─── SUPPLIED MATERIAL ───
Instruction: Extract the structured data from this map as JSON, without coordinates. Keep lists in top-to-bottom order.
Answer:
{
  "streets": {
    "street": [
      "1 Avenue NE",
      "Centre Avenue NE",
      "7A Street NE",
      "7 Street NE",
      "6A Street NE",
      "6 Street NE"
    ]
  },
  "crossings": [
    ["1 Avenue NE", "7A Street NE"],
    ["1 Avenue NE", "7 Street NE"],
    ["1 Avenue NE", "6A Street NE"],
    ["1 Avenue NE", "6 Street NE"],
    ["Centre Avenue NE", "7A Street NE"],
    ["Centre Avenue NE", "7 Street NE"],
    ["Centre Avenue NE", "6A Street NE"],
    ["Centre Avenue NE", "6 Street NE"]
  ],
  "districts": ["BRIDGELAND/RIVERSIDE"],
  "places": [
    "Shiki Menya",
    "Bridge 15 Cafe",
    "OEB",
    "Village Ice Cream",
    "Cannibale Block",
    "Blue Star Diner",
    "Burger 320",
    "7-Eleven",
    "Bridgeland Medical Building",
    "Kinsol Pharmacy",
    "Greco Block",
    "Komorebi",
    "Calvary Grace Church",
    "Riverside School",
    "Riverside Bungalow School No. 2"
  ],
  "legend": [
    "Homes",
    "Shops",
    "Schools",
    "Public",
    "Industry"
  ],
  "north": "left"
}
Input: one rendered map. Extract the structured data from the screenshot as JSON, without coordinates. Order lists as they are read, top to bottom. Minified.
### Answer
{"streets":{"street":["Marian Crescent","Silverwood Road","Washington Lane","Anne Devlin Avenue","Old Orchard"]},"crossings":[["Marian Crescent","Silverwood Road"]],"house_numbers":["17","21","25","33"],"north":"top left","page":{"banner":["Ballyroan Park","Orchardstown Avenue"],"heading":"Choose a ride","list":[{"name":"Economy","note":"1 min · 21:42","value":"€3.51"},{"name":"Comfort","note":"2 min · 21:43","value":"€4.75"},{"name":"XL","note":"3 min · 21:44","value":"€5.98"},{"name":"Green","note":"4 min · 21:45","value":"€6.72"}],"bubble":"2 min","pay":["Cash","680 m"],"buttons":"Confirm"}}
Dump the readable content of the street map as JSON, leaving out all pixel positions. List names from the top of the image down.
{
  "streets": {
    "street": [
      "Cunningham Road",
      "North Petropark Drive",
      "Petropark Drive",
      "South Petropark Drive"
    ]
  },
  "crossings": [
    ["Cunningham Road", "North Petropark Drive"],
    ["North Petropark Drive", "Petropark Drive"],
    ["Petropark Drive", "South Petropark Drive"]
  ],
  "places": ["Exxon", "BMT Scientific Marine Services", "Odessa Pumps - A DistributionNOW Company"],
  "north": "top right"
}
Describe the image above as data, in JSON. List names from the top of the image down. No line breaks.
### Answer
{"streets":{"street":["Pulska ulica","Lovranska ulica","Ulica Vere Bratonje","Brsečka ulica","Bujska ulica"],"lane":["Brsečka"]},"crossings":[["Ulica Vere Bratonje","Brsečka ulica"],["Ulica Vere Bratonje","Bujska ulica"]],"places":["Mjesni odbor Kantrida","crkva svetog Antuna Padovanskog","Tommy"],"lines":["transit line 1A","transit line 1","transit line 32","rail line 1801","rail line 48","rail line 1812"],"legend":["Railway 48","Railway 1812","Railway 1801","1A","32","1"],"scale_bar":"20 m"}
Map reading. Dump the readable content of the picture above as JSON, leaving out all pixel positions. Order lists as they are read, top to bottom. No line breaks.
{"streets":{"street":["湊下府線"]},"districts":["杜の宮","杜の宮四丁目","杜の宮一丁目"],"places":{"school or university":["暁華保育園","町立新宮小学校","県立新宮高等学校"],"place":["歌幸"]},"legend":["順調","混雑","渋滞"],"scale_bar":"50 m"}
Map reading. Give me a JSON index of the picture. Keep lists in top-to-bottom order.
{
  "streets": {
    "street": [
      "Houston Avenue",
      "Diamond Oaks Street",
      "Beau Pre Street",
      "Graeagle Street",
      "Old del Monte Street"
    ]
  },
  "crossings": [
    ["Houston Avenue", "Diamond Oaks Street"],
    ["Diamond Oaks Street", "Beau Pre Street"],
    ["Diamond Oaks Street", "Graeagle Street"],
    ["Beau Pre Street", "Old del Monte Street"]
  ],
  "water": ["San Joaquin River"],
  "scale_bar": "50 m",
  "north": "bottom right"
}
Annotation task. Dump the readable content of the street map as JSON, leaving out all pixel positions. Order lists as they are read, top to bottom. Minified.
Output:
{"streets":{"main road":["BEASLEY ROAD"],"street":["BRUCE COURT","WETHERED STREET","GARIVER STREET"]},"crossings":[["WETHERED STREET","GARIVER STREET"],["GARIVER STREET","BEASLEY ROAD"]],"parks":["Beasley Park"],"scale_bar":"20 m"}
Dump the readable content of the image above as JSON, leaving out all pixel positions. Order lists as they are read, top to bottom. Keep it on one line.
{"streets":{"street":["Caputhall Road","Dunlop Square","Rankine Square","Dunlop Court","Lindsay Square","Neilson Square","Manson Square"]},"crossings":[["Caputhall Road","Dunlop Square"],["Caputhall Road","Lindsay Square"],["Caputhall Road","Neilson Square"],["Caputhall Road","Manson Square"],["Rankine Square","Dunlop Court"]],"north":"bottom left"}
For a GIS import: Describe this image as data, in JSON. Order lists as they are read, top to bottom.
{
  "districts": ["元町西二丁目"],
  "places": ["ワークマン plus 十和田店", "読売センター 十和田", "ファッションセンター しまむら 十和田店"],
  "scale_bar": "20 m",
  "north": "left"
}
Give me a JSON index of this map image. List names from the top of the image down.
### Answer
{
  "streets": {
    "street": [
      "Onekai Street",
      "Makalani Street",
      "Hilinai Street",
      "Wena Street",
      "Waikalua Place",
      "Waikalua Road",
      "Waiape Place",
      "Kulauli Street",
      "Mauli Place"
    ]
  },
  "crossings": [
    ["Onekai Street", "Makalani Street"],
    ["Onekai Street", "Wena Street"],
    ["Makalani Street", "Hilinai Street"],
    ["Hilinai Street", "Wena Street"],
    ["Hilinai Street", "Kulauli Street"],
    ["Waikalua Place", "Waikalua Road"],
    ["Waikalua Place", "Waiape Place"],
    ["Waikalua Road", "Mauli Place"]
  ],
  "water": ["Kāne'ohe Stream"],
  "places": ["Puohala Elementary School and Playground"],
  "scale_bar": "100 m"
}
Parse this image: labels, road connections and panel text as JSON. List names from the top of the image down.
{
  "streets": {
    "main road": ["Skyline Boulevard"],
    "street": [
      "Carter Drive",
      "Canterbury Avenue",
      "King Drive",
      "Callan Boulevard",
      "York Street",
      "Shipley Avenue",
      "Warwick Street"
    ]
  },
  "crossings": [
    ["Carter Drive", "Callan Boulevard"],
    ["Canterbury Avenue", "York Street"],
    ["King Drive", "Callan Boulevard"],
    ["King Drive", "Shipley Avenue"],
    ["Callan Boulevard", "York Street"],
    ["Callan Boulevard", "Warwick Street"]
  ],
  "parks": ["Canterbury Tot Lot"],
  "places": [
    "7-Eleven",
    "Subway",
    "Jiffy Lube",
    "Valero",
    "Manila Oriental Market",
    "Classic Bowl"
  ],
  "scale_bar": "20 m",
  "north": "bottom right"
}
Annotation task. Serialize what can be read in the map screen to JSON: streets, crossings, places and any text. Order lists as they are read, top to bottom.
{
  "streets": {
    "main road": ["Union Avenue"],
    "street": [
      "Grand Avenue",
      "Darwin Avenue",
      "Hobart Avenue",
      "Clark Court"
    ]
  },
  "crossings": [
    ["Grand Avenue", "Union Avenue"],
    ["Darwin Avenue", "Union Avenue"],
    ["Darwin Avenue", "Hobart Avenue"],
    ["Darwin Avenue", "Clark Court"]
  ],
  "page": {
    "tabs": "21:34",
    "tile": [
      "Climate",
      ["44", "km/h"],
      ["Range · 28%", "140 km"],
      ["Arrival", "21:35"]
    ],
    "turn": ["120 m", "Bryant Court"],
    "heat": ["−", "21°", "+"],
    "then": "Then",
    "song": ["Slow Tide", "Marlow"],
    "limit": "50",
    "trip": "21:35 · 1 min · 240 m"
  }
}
───
▸ **EXERCISE REQUIREMENTS**: Go through the entries above and report every line in which the word "structured" appears.

▸ **EXPECTED OUTPUT**:
Instruction: Extract the structured data from this map as JSON, without coordinates. Keep lists in top-to-bottom order.
Input: one rendered map. Extract the structured data from the screenshot as JSON, without coordinates. Order lists as they are read, top to bottom. Minified.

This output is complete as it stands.